Data provided section start

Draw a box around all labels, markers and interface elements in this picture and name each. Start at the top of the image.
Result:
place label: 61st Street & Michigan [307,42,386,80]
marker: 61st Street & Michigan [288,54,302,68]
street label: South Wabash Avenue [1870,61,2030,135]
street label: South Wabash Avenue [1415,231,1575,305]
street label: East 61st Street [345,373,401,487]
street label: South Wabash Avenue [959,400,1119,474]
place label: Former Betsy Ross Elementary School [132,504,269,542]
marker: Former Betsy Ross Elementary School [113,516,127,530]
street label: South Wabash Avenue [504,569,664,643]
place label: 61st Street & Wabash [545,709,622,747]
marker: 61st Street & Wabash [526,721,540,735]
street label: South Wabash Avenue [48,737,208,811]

Data provided section end

Give all of the material again, exactly.

Draw a box around all labels, markers and interface elements in this picture and name each. Start at the top of the image.
Result:
place label: 61st Street & Michigan [307,42,386,80]
marker: 61st Street & Michigan [288,54,302,68]
street label: South Wabash Avenue [1870,61,2030,135]
street label: South Wabash Avenue [1415,231,1575,305]
street label: East 61st Street [345,373,401,487]
street label: South Wabash Avenue [959,400,1119,474]
place label: Former Betsy Ross Elementary School [132,504,269,542]
marker: Former Betsy Ross Elementary School [113,516,127,530]
street label: South Wabash Avenue [504,569,664,643]
place label: 61st Street & Wabash [545,709,622,747]
marker: 61st Street & Wabash [526,721,540,735]
street label: South Wabash Avenue [48,737,208,811]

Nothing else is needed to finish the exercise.